● **What you are asked to do**
List each line of the data that holds the string "Hortências".

● **Collected data**
[Start of section]
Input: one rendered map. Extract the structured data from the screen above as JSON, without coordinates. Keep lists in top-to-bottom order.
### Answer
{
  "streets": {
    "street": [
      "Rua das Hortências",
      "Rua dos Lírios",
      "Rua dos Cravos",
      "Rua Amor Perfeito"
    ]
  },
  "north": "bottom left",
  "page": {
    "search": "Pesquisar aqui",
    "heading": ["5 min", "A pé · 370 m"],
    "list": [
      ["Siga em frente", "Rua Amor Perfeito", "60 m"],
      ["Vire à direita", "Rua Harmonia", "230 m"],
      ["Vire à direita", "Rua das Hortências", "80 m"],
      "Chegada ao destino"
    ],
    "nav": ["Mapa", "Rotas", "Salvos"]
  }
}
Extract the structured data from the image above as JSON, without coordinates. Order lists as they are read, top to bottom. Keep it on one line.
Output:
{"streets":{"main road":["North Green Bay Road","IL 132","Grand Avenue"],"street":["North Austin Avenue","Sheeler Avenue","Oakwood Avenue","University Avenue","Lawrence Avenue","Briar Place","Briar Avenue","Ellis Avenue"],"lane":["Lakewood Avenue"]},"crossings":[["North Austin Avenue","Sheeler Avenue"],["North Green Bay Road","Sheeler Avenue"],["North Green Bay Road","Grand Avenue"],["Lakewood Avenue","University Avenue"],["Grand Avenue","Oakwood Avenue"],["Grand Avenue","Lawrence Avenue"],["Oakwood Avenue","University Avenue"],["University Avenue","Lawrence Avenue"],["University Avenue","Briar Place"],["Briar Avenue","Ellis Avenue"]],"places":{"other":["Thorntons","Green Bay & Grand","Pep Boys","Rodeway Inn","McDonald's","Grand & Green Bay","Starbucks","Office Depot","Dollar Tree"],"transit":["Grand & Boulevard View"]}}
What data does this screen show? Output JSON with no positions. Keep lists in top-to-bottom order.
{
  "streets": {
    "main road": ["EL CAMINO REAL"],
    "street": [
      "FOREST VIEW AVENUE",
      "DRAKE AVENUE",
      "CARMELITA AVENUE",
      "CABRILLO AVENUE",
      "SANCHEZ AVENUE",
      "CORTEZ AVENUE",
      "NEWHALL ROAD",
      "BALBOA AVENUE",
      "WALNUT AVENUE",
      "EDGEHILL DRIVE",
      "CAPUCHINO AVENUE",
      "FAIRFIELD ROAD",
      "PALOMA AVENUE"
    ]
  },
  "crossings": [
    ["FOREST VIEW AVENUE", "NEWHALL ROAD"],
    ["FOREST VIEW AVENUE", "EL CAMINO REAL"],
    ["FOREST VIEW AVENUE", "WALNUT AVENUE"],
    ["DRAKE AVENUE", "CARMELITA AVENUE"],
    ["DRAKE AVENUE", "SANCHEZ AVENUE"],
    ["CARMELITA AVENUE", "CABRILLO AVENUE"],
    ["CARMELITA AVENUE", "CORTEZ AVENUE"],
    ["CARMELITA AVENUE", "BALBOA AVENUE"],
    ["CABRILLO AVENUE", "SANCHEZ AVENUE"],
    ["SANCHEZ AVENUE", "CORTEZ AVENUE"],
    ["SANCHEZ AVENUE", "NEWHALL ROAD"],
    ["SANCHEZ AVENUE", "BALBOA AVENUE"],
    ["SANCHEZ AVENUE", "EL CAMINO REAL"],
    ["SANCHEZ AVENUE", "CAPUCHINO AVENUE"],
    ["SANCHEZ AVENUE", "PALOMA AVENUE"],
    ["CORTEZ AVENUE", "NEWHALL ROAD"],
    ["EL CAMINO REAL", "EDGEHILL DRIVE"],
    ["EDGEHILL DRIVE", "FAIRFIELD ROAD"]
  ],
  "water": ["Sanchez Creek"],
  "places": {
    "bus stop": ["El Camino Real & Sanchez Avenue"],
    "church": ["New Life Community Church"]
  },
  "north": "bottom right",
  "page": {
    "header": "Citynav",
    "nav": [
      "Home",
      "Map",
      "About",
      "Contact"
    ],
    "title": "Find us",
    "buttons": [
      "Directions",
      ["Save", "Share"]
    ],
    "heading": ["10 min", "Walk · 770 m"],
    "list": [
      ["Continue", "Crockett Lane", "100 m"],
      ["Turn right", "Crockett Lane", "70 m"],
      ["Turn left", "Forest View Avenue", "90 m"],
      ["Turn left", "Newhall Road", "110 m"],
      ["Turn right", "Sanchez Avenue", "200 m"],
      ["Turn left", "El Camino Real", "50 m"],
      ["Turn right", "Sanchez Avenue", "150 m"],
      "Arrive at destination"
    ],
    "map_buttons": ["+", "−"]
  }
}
[End of section]
● **Task result**
      "Rua das Hortências",
      ["Vire à direita", "Rua das Hortências", "80 m"],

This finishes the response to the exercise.